From: Guopeng Zhang <zhangguopeng@kylinos.cn>
To: Waiman Long <longman@redhat.com>,
tj@kernel.org, juri.lelli@redhat.com, chenridong@huaweicloud.com,
mkoutny@suse.com
Cc: hannes@cmpxchg.org, mingo@redhat.com, peterz@infradead.org,
vincent.guittot@linaro.org, dietmar.eggemann@arm.com,
rostedt@goodmis.org, bsegall@google.com, mgorman@suse.de,
vschneid@redhat.com, kprateek.nayak@amd.com,
linux-kernel@vger.kernel.org, cgroups@vger.kernel.org
Subject: Re: [PATCH] cgroup/cpuset: make DL attach bandwidth reservation root-domain aware
Date: Thu, 30 Apr 2026 16:53:42 +0800 [thread overview]
Message-ID: <7a993bd9-2fc2-496c-b6ba-713f2c893cdc@kylinos.cn> (raw)
In-Reply-To: <6840e385-ef47-4f83-bf4c-8f80843f8c1d@redhat.com>
在 2026/4/24 22:15, Waiman Long 写道:
> On 4/21/26 4:34 AM, Guopeng Zhang wrote:
>> cpuset_can_attach() currently sums the bandwidth of all migrating
>> SCHED_DEADLINE tasks and reserves destination bandwidth whenever the
>> old and new cpuset effective CPU masks do not overlap.
>>
>> That condition is stronger than what the scheduler uses when migrating
>> a deadline task. set_cpus_allowed_dl() only subtracts bandwidth from
>> the source side when moving the task requires a DL bandwidth move
>> between root domains.
>>
>> As a result, moving a deadline task between disjoint member cpusets that
>> still belong to the same root domain can reserve destination bandwidth
>> even though no matching source-side subtraction happens. Successful
>> back-and-forth migrations between such cpusets can monotonically
>> increase dl_bw->total_bw.
>>
>> Fix this by extracting the source root-domain test already used by
>> set_cpus_allowed_dl() into a shared helper and make cpuset DL bandwidth
>> preallocation use that same condition. Count all migrating deadline
>> tasks for cpuset task accounting, but only accumulate sum_migrate_dl_bw
>> for tasks that actually need a DL bandwidth move. Reserve and rollback
>> bandwidth only for that subset.
>>
>> This keeps successful attach accounting aligned with
>> set_cpus_allowed_dl() and avoids double-accounting within a single
>> root domain.
>>
>> Fixes: 2ef269ef1ac0 ("cgroup/cpuset: Free DL BW in case can_attach() fails")
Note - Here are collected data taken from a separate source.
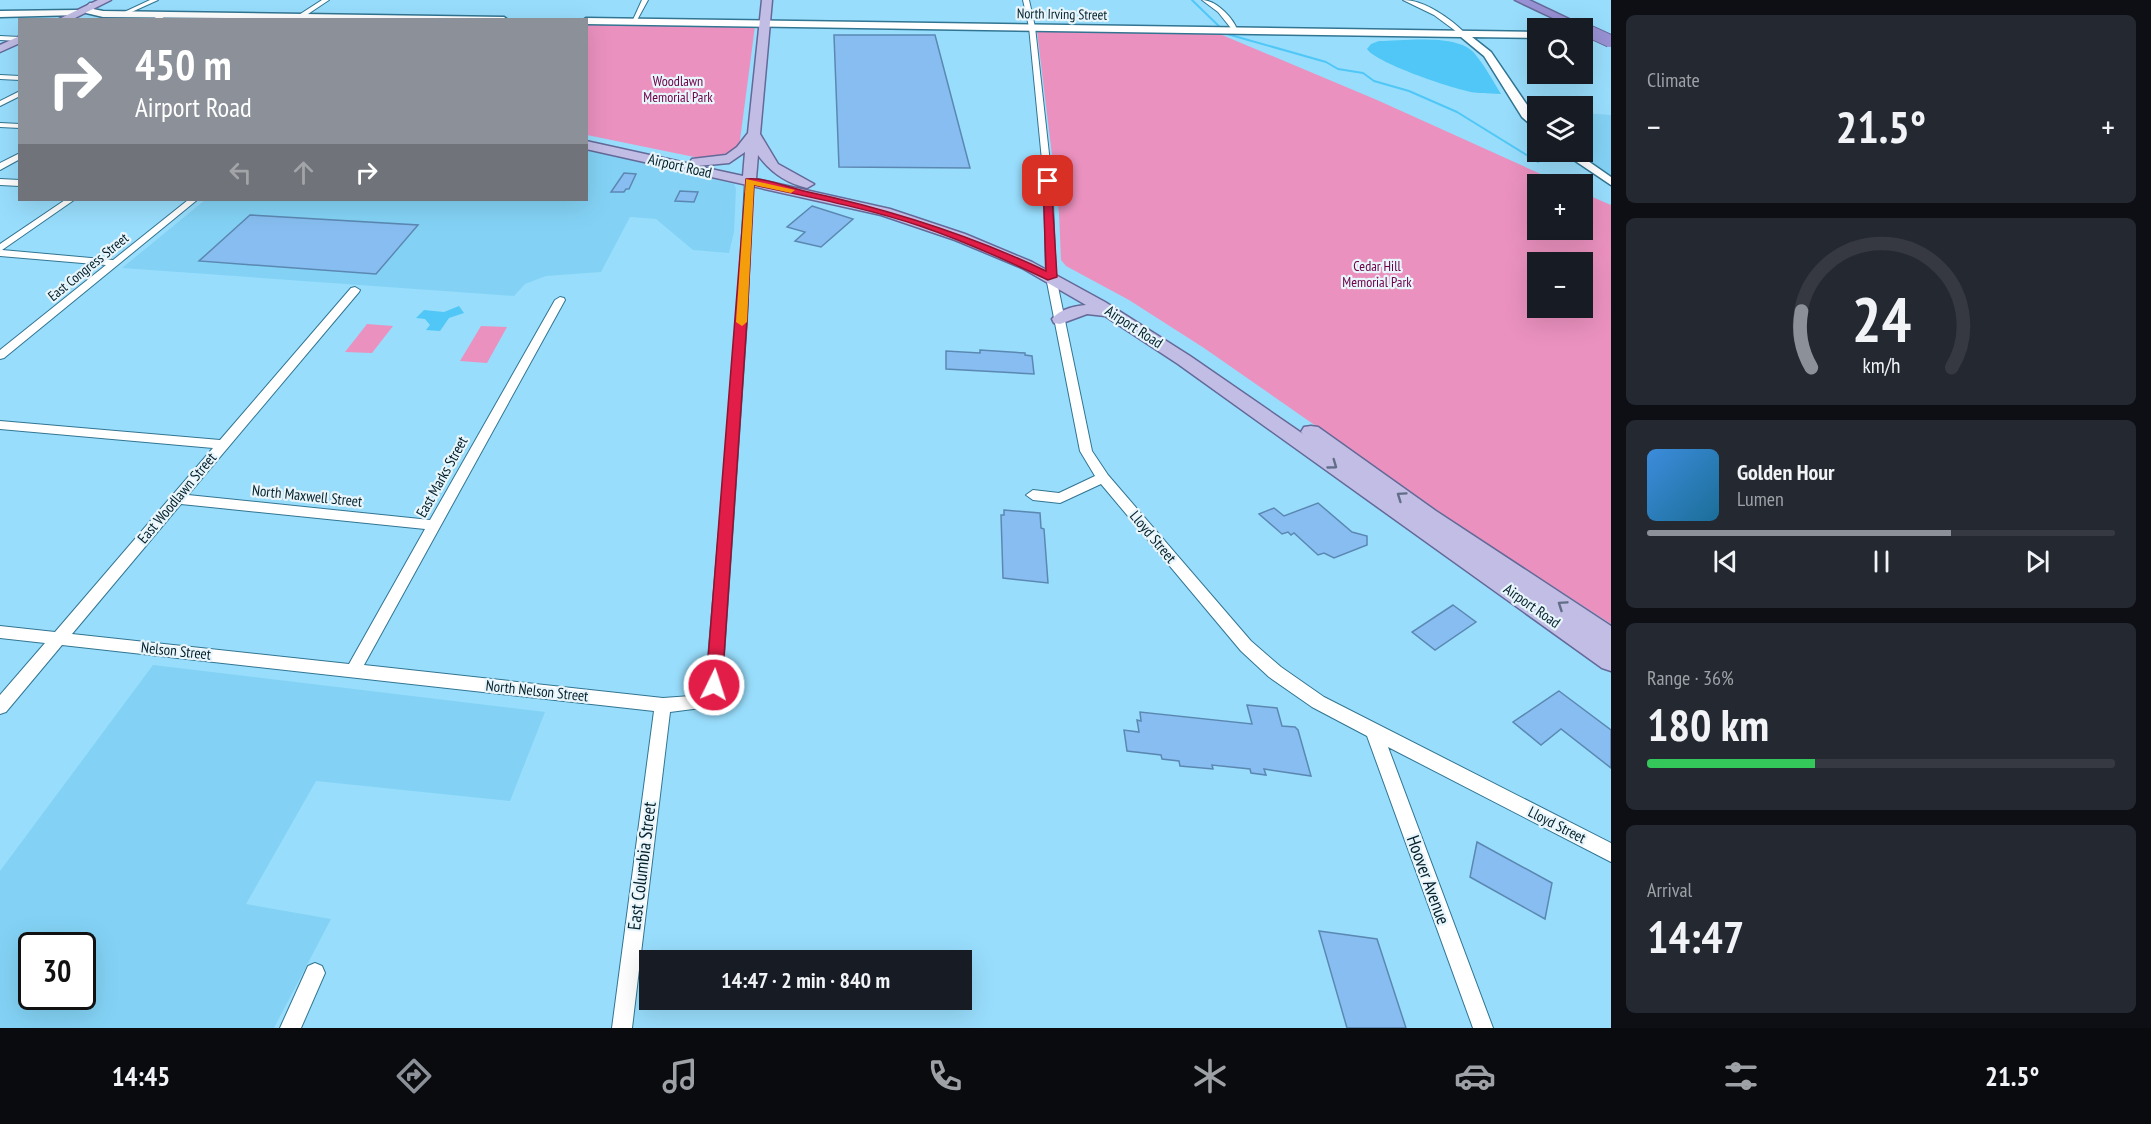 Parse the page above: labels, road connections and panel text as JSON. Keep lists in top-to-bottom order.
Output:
{
  "streets": {
    "main road": ["Airport Road"],
    "street": [
      "North Irving Street",
      "East Congress Street",
      "East Marks Street",
      "North Maxwell Street",
      "East Woodlawn Street",
      "Lloyd Street",
      "Nelson Street",
      "North Nelson Street",
      "East Columbia Street",
      "Hoover Avenue"
    ]
  },
  "crossings": [
    ["North Irving Street", "Lloyd Street"],
    ["Airport Road", "Lloyd Street"],
    ["Airport Road", "North Nelson Street"],
    ["East Marks Street", "North Maxwell Street"],
    ["East Marks Street", "Nelson Street"],
    ["East Marks Street", "North Nelson Street"],
    ["North Maxwell Street", "East Woodlawn Street"],
    ["East Woodlawn Street", "Nelson Street"],
    ["Lloyd Street", "Hoover Avenue"],
    ["Nelson Street", "North Nelson Street"],
    ["North Nelson Street", "East Columbia Street"]
  ],
  "parks": ["Woodlawn Memorial Park", "Cedar Hill Memorial Park"],
  "page": {
    "tile": [
      "Climate",
      ["Range · 36%", "180 km"],
      ["Arrival", "14:47"]
    ],
    "map_buttons": ["+", "−"],
    "turn": ["450 m", "Airport Road"],
    "heat": ["−", "21.5°", "+"],
    "song": ["Golden Hour", "Lumen"],
    "limit": "30",
    "trip": "14:47 · 2 min · 840 m",
    "tabs": ["14:45", "21.5°"],
    "gauge": ["24", "km/h"]
  }
}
>> Signed-off-by: Guopeng Zhang <zhangguopeng@kylinos.cn>
>> ---
>> include/linux/sched/deadline.h | 9 +++++++++
>> kernel/cgroup/cpuset-internal.h | 1 +
>> kernel/cgroup/cpuset.c | 34 ++++++++++++++++-----------------
>> kernel/sched/deadline.c | 14 +++++++++++---
>> 4 files changed, 38 insertions(+), 20 deletions(-)
>>
>> diff --git a/include/linux/sched/deadline.h b/include/linux/sched/deadline.h
>> index 1198138cb839..273538200a44 100644
>> --- a/include/linux/sched/deadline.h
>> +++ b/include/linux/sched/deadline.h
>> @@ -33,6 +33,15 @@ struct root_domain;
>> extern void dl_add_task_root_domain(struct task_struct *p);
>> extern void dl_clear_root_domain(struct root_domain *rd);
>> extern void dl_clear_root_domain_cpu(int cpu);
>> +/*
>> + * Return whether moving DL task @p to @new_mask requires moving DL
>> + * bandwidth accounting between root domains. This helper is specific to
>> + * DL bandwidth move accounting semantics and is shared by
>> + * cpuset_can_attach() and set_cpus_allowed_dl() so both paths use the
>> + * same source root-domain test.
>> + */
>> +extern bool dl_task_needs_bw_move(struct task_struct *p,
>> + const struct cpumask *new_mask);
>> extern u64 dl_cookie;
>> extern bool dl_bw_visited(int cpu, u64 cookie);
>> diff --git a/kernel/cgroup/cpuset-internal.h b/kernel/cgroup/cpuset-internal.h
>> index bb4e692bea30..f7aaf01f7cd5 100644
>> --- a/kernel/cgroup/cpuset-internal.h
>> +++ b/kernel/cgroup/cpuset-internal.h
>> @@ -167,6 +167,7 @@ struct cpuset {
>> */
>> int nr_deadline_tasks;
>> int nr_migrate_dl_tasks;
>> + /* DL bandwidth that needs destination reservation for this attach. */
>> u64 sum_migrate_dl_bw;
>> /*
>> * CPU used for temporary DL bandwidth allocation during attach;
>> diff --git a/kernel/cgroup/cpuset.c b/kernel/cgroup/cpuset.c
>> index e3a081a07c6d..761098b45f23 100644
>> --- a/kernel/cgroup/cpuset.c
>> +++ b/kernel/cgroup/cpuset.c
>> @@ -2993,7 +2993,7 @@ static int cpuset_can_attach(struct cgroup_taskset *tset)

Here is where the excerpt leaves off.